On the last afternoon in July, on the steps of the Memorial Church, Harvard Band director Thomas Everett led a rebellion of sorts.

Alan
First-time band member Alan Walker plays the tuba during a rehearsal of ‘America the Beautiful.’ Staff photo by Ruby Arguilla

There, before an audience sprawled across Harvard’s stately Tercentenary Theatre, Everett directed more than 100 musicians who had neither paid for nor received academic credit, nor competed, nor even auditioned for the experience. Several days later, on August 3, his anomalous band took to the Hatch Shell on Boston’s Esplanade for a concert of wind band music by John Williams, Percy Grainger, and Leroy Anderson ’29, among others.

“It’s very un-Harvard,” Everett admits of the Harvard Summer Pops Band, co-sponsored by the Harvard Summer School and the Harvard University Band. “By all rights, it shouldn’t work.”

Yet the Harvard Summer Pops Band does work; it has worked for 30 years.

Everett launched the band in 1972 to fill the summer void in the Boston area’s otherwise thriving music scene. Now, up to 150 woodwind, brass, and percussion players catch the Summer Pops Band habit each summer, making it the largest ensemble to play at the Hatch Shell every year.

“The goal is not the same as the Boston Symphony … the goal is not the same, probably, as Cambridge Rindge and Latin High School,” says Everett. Rather than perfection, the Summer Pops Band shoots to make rousing music with joy and creativity. Short of “doing bodily harm to themselves or to the ensemble,” Everett says, musicians of all stripes are encouraged to participate however they wish.

Making music, not notes

It’s a Wednesday night rehearsal in Lowell Hall, and the band has just brought Sergei Prokofiev’s “Athletic Festival March” to a triumphant close. Brass soars, percussion thunders, then – at once – silence.

“Ooh, nice,” a trombone player whispers as the ensemble sticks the ending.

Perhaps, but Everett has comments. He sings, he jokes, he waves his hand to illustrate a melodic line.

Shadow of player on
Trombone and trombonist (above) cast interesting shadows as they prepare for a rehearsal.

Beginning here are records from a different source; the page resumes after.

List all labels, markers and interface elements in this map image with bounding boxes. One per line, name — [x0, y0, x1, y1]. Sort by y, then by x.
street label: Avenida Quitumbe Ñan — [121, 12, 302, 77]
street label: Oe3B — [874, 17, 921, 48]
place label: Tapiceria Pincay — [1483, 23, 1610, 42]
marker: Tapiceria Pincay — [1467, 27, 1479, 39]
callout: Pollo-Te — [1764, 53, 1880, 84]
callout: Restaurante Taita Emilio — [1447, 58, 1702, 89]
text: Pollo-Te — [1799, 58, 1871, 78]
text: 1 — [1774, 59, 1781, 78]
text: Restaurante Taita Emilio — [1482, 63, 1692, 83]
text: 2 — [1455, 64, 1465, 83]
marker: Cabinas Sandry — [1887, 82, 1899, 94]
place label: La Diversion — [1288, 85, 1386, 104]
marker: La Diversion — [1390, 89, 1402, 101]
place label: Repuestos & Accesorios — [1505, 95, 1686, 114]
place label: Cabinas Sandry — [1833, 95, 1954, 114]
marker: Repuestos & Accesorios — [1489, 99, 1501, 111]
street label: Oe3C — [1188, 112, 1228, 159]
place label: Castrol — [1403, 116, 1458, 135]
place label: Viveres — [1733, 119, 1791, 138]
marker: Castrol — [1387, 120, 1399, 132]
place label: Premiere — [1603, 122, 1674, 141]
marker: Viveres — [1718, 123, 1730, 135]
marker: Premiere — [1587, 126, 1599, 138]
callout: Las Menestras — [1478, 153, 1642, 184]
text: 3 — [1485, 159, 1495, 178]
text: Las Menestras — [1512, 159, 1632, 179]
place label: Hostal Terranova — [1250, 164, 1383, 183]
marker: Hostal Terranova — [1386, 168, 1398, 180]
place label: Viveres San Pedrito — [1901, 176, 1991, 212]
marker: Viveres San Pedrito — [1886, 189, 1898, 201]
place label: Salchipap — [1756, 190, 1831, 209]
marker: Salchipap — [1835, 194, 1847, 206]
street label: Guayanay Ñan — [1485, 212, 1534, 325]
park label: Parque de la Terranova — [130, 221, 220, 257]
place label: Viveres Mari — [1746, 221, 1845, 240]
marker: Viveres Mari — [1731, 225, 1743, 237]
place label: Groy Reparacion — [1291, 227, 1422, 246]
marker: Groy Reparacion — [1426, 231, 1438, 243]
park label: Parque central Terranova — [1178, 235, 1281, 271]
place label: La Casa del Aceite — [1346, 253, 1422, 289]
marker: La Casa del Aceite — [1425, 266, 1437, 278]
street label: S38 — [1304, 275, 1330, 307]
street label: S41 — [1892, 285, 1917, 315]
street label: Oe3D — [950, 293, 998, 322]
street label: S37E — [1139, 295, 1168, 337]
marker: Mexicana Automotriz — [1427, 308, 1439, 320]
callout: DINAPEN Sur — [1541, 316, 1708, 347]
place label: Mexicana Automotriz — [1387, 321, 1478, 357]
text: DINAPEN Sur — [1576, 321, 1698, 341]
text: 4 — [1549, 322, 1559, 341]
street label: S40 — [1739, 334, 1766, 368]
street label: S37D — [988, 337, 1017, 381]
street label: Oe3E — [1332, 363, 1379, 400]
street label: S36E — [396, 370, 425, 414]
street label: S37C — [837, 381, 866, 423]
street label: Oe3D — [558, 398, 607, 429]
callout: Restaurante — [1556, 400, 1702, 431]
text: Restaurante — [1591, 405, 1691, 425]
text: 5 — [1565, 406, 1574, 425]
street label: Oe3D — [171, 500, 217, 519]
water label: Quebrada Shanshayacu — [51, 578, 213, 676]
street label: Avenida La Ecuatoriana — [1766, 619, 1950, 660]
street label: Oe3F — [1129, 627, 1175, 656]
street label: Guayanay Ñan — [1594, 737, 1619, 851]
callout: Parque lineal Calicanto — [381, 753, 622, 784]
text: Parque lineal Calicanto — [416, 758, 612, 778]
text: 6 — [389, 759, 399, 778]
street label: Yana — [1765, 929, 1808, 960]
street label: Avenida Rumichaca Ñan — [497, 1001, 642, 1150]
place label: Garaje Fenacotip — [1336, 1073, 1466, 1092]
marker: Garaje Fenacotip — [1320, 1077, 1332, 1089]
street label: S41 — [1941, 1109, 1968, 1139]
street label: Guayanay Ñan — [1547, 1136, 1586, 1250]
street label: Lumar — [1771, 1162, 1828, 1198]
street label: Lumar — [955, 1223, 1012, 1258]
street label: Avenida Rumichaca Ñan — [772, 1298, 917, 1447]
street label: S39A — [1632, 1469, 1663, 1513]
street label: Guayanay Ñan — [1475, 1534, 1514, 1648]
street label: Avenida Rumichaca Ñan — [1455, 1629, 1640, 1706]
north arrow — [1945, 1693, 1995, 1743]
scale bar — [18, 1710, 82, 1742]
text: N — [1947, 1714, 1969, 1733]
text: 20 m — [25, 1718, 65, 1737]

Staff photo by Kris Snibbe 

“There’s a richness of flutes here that we’re so fortunate to have,” he says, nodding to the proud and robust flute section. “We just can’t use them all at once.”

It’s classic Everett coaching: a gentle suggestion delivered with enthusiasm and plenty of humor to cushion the blow.

Strength in numbers is one way Everett and assistant director Nat Dickey coax credible performances from their un-Harvard ensemble. With more than enough instruments for any given part, less experienced musicians know that if a certain note or section or entire work is beyond their ability, someone else will carry the load.

“The first year, I just played C,” jokes saxophonist Bill Niland of Topsfield, who joined the band a decade ago with just two years of saxophone under his belt. “Gradually over the years, I built it up.”

Another Everett teaching trick, this one more subtle, is that he doesn’t designate which flute players should sit mute while their colleagues play.

“Getting people to listen to the group and make decisions on their own is a major step towards someone’s involvement in creativity,” he says. “You don’t have to play every single note perfectly, but you do have to help the music.”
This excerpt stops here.